For over 300 years, the Preussische Staatsbibliothek in Berlin held a most remarkable collection of botanical watercolours. They were catalogued as part of the library's illustrated manuscripts, or Libri Picturati. These magnificent works of art, rich in colour and detail, were made in the second half of the 16th century in the southern part of the Low Countries. During World War II, however, they were split among various locations. For three decades, experts feared for the fate of this invaluable collection.
In the 1970s, word was received from the Biblioteka Jagiellonska in Krakow, Poland: the complete set of watercolours had been found among its collections. This important rediscovery sparked the interest of historians, art historians and botanists alike. Together they set out to unravel the many secrets still held by the Libri Picturati 's watercolours. For instance, who had collected them, and why? Were they made as one collection? What happened to them since the death of their first owner? How had they ended up in Berlin, and then in Krakow?

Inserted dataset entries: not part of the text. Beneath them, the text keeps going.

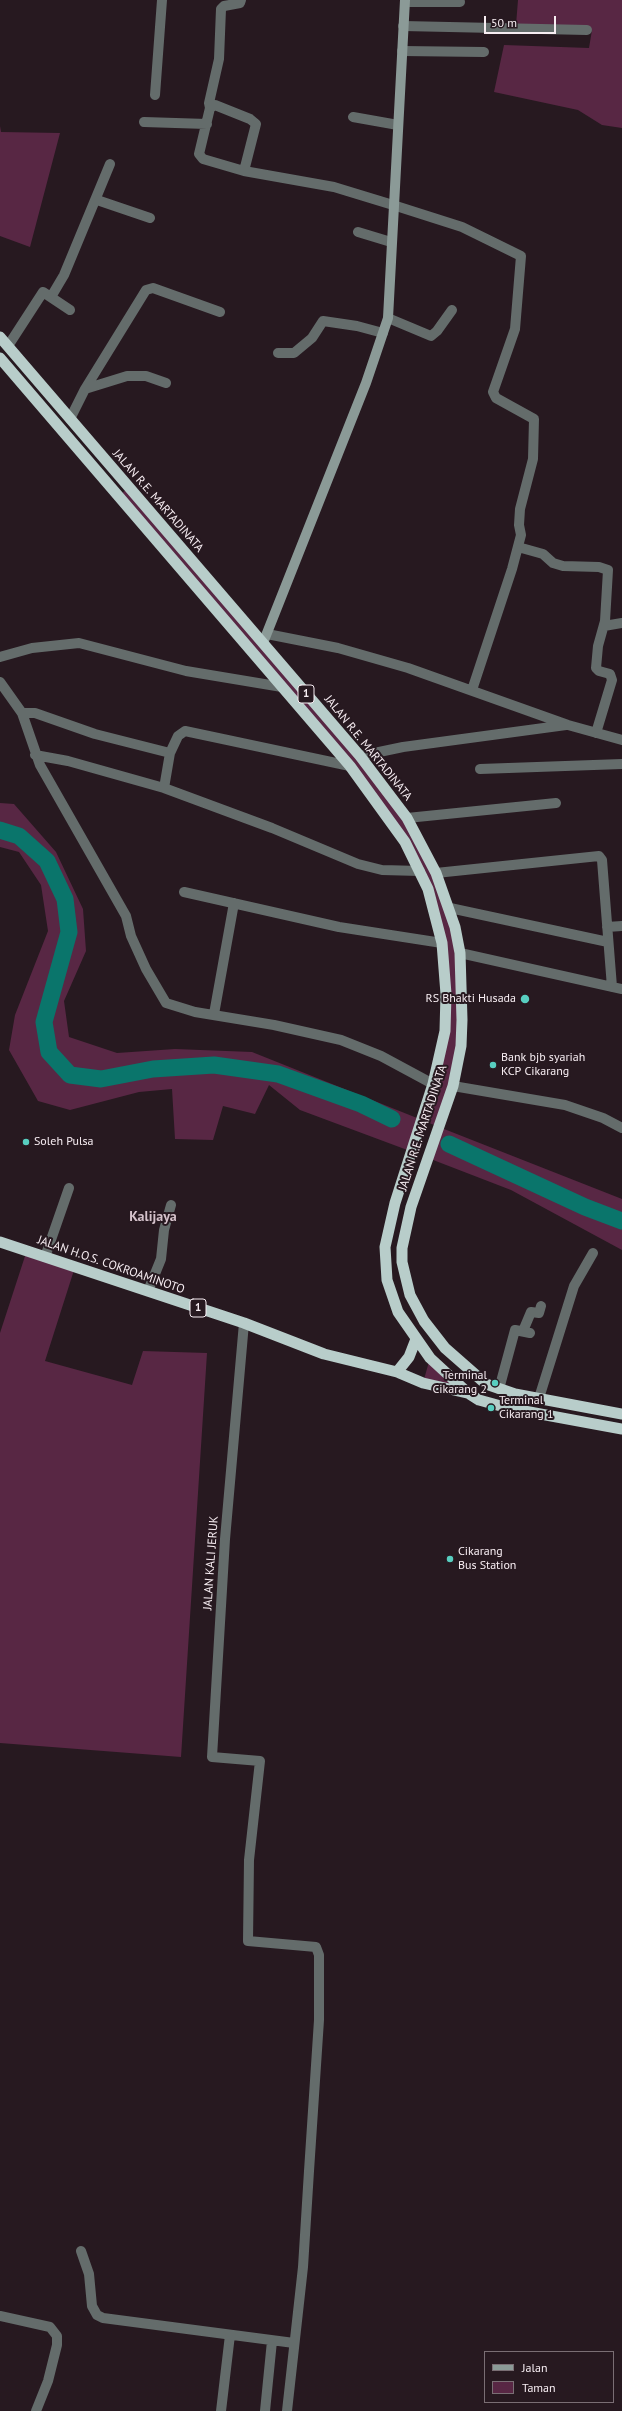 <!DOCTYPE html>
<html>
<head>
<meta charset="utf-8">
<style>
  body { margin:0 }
  #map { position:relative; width:622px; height:2411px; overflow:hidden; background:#271920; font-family:"PT Sans",sans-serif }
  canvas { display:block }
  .legend { position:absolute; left:484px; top:2351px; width:130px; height:52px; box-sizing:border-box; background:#271920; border:1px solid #7a6e74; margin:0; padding:5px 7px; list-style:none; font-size:12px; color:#f7edf2 }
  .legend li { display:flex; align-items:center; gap:8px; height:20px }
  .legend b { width:20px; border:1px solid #7a6e74 }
  .scale { position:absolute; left:484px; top:16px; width:72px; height:18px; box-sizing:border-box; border:2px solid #f7edf2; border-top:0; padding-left:5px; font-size:12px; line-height:14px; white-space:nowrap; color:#f7edf2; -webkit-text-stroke:3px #271920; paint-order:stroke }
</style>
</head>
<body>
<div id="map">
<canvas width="622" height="2411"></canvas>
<ul class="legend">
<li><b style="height:5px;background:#8b9a97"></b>Jalan</li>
<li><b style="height:11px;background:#582744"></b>Taman</li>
</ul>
<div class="scale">50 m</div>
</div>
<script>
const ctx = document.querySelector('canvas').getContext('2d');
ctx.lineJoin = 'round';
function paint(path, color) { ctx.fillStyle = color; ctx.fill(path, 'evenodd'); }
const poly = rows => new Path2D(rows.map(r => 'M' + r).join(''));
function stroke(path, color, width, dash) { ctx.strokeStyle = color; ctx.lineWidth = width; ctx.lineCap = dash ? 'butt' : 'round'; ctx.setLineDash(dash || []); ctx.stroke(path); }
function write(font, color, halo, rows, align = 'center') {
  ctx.font = font + ' "PT Sans",sans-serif'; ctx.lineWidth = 4; ctx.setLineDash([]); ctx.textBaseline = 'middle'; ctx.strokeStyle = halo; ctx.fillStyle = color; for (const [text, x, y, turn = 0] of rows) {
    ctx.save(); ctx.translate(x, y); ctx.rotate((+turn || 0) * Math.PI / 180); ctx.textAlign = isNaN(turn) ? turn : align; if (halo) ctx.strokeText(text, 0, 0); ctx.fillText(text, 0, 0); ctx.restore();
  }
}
const green = poly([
  [518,0,622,0,622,128,602,125,578,110,494,92,504,45,589,48,592,30,516,25],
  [0,126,1,132,60,133,30,247,0,236],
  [128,487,389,792,450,908,462,1020,439,1127,622,1199,622,1250,511,1190,428,1158,439,1127,422,1120,410,1151,300,1110,269,1085,255,1114,223,1106,213,1140,175,1139,172,1089,139,1092,70,1110,38,1101,9,1050,15,1015,48,931,41,885,19,852,0,847,0,803,14,804,56,852,83,909,86,951,64,1001,69,1037,117,1053,175,1049,252,1052,422,1120,445,1031,436,913,393,825,119,497],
  [27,1250,75,1267,45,1361,132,1385,143,1351,207,1353,181,1757,0,1743,0,1333],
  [430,1358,468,1393,423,1383]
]);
const river = poly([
  [0,830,19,836,47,861,65,899,69,932,44,1022,49,1052,70,1075,101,1079,153,1069,214,1065,278,1074,361,1104,392,1119],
  [449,1144,585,1207,622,1221]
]);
const minor = poly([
  [241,0,240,3,224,6,221,9,219,59,209,103,210,108,215,105,250,119,256,124,244,171],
  [405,2,460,2],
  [403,26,587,30],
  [402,51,484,52],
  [155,95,162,0],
  [210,108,199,154,203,159,244,171,334,187,393,205,462,227,521,256,515,329,493,392,496,398,534,419,533,459,520,509,519,525,521,535,512,569,472,690],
  [353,117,398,125],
  [144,122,207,124],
  [97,200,150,218],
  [358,232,391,242],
  [51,297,64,275,110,164],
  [388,318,431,336,437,331,452,310],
  [8,346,43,292,70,310],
  [278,353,294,353,312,338,323,321,357,326,383,333],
  [85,389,127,376,146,376,166,383],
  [70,419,85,389,146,290,153,288,220,312],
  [518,547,543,554,553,563,563,566,599,567,608,570,605,621,598,646,596,668,599,671,610,674,612,680,596,733],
  [604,626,622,623],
  [267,634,338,648,408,668,568,725,622,740],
  [0,657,32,648,79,643,186,671,282,687],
  [0,682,22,713,40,765,126,916,131,936,146,969,166,1003,195,1012,274,1025,341,1040,381,1056,433,1084],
  [22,713,35,713,95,734,170,753],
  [35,755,68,761,164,788,272,828,358,864,382,870,420,871],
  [360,756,403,747,566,725],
  [480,769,622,764],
  [164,788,170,753,178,736,185,731,350,766],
  [407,818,556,803],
  [436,873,599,856,602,860,612,987],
  [184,892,339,927,442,943],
  [450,908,608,942],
  [607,927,622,926],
  [460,953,622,989],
  [214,1014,234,903],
  [453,1086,565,1105,603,1118,622,1128],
  [45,1257,69,1188],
  [148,1291,161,1259,164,1230,171,1205],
  [244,1323,225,1539,212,1757,260,1761,249,1860,248,1941,316,1947,319,1955,319,2020,309,2171,303,2267,287,2411],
  [523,1331,531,1312,539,1313,541,1306],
  [499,1389,515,1330,530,1333],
  [539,1398,574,1286,593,1253],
  [81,2251,89,2274,92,2306,97,2315,103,2318,294,2343],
  [0,2316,50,2327,57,2336,57,2345,48,2381,36,2411],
  [221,2411,230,2335],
  [265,2411,272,2341]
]);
const secondary = poly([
  [263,643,366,383,388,318,405,0]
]);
const trunk = poly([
  [0,337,360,756,407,818,436,873,455,927,460,953,462,1020,461,1046,453,1086,411,1207,402,1248,402,1262,410,1295,424,1321,445,1348,486,1384,515,1394,622,1414],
  [0,358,350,766,405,842,428,889,442,943,446,994,445,1031,433,1084,395,1203,385,1247,387,1280,398,1312,430,1358,468,1393,479,1400,508,1408,622,1429],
  [0,1242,244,1323,324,1354,397,1372,423,1383,467,1393],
  [397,1372,409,1357,416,1339]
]);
const markers = [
  [525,999,5,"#58cec0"],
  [493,1065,4,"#58cec0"],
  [26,1142,4,"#58cec0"],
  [495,1383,4,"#58cec0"],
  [491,1408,4,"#58cec0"],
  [450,1559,4,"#58cec0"]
];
const shields = [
  [306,694,16],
  [198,1308,16]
];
const shieldNames = [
  ["1",306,694],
  ["1",198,1308]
];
const streetNames = [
  ["JALAN R.E. MARTADINATA",158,501,49],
  ["JALAN R.E. MARTADINATA",368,748,51],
  ["JALAN R.E. MARTADINATA",423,1128,-72],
  ["JALAN H.O.S. COKROAMINOTO",111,1265,19],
  ["JALAN KALI JERUK",211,1563,-86]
];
const poiNames = [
  ["RS Bhakti Husada",516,999,"right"],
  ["Bank bjb syariah",501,1058],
  ["KCP Cikarang",501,1072],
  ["Soleh Pulsa",34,1142],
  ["Terminal",487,1376,"right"],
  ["Cikarang 2",487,1390,"right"],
  ["Terminal",499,1401],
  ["Cikarang 1",499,1415],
  ["Cikarang",458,1552],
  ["Bus Station",458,1566]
];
const quarterNames = [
  ["Kalijaya",153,1217]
];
paint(green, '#582744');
stroke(river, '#0a756b', 17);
stroke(minor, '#646c6b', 10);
stroke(secondary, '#8b9a97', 10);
stroke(trunk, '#b8cdca', 11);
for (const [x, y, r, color] of markers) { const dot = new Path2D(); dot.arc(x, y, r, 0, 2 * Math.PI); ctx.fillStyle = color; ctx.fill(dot); stroke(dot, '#271920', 1.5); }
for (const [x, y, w] of shields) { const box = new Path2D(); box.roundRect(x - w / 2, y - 9, w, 18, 3); ctx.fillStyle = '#271920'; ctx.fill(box); stroke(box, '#f7edf2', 1); }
write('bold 11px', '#f7edf2', null, shieldNames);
write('12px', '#f7edf2', '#271920', streetNames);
write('12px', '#f7edf2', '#271920', poiNames, 'left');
write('bold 14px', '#d5c2cb', '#271920', quarterNames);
</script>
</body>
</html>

A team of pre-eminent scientists from Poland, Germany, The Netherlands, Spain and Italy worked together on these and other intriguing questions surrounding the collection. They unveiled, among other things, the important role played by the famous Dutch botanist Carolus Clusius, who later founded the University of Leiden 's Botanical Gardens.
The European experts now present their findings in Drawn After nature. This book contains accessible and informative chapters on the collection's history, but most importantly: it brings together all of the original 1429 watercolours and sketches, for the first time in one volume, accompanied by their original annotations.
Drawn after nature thus presents a vivid and complete picture of this unique historical collection. Botanists, art lovers, historians as well as the general public will enjoy this publication of the watercolours, their annotations and their history, but above all their supreme beauty and display of craftsmanship.